In lieu of an abstract, here is a brief excerpt of the content:

Reviews in American History 31.4 (2003) 603-610



[Access article in PDF]

All Politics are Local:
The Primacy of Race, Class, and Municipal Politics on the Civil Rights Struggle in Alabama

Carol Anderson


J. Mills Thornton III. Dividing Lines: Municipal Politics and the Struggle for Civil Rights in Montgomery, Birmingham, and Selma. Tuscaloosa: University of Alabama Press, 2002. xi + 744 pp. Illustrations, notes, and index. $59.95.
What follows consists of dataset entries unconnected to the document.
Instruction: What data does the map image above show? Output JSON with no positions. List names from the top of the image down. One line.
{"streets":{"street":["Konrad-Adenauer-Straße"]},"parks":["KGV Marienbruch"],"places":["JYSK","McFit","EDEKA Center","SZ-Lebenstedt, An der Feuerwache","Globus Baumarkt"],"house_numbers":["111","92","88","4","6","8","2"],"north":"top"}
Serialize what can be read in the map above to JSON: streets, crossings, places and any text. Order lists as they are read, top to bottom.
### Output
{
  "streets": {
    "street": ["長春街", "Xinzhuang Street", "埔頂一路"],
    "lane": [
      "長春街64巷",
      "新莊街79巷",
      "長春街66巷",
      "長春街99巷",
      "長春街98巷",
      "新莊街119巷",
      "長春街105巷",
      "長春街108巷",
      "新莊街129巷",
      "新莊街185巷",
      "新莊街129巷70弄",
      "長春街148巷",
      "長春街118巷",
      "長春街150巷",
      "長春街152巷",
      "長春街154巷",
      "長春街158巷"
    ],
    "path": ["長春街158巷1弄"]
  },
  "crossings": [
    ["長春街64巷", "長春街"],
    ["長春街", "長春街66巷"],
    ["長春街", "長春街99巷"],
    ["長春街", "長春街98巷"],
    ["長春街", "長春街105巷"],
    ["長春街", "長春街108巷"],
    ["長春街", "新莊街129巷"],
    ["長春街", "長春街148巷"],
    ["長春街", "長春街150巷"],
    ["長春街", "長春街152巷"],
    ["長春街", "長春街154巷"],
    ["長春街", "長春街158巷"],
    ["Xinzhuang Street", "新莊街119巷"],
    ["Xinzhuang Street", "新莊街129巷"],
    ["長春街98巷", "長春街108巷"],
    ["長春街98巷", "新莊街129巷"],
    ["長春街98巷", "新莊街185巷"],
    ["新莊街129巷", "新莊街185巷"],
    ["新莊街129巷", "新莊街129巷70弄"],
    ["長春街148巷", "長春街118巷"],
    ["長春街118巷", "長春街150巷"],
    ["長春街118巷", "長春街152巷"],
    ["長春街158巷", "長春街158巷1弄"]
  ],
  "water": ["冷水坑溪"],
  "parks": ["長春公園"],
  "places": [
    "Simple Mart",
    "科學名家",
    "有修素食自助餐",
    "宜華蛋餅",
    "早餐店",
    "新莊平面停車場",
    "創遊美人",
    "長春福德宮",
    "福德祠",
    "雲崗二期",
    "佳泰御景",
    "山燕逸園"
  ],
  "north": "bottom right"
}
In one bold, highly effective stroke, J. Mills Thornton III has stripped the Civil Rights Movement of its ethereal majesty. Thornton's Dividing Lines, with its polarized voting districts, decaying political machines, segregated neighborhoods, and unrelenting class warfare, is clearly no inspirational retelling of how America's wayward soul was saved by the shedding of blood in the cities of Alabama. Instead, for Thornton, Montgomery, Birmingham, and Selma are simply the political battlegrounds upon which their inhabitants vied for local power and control. No more. No less.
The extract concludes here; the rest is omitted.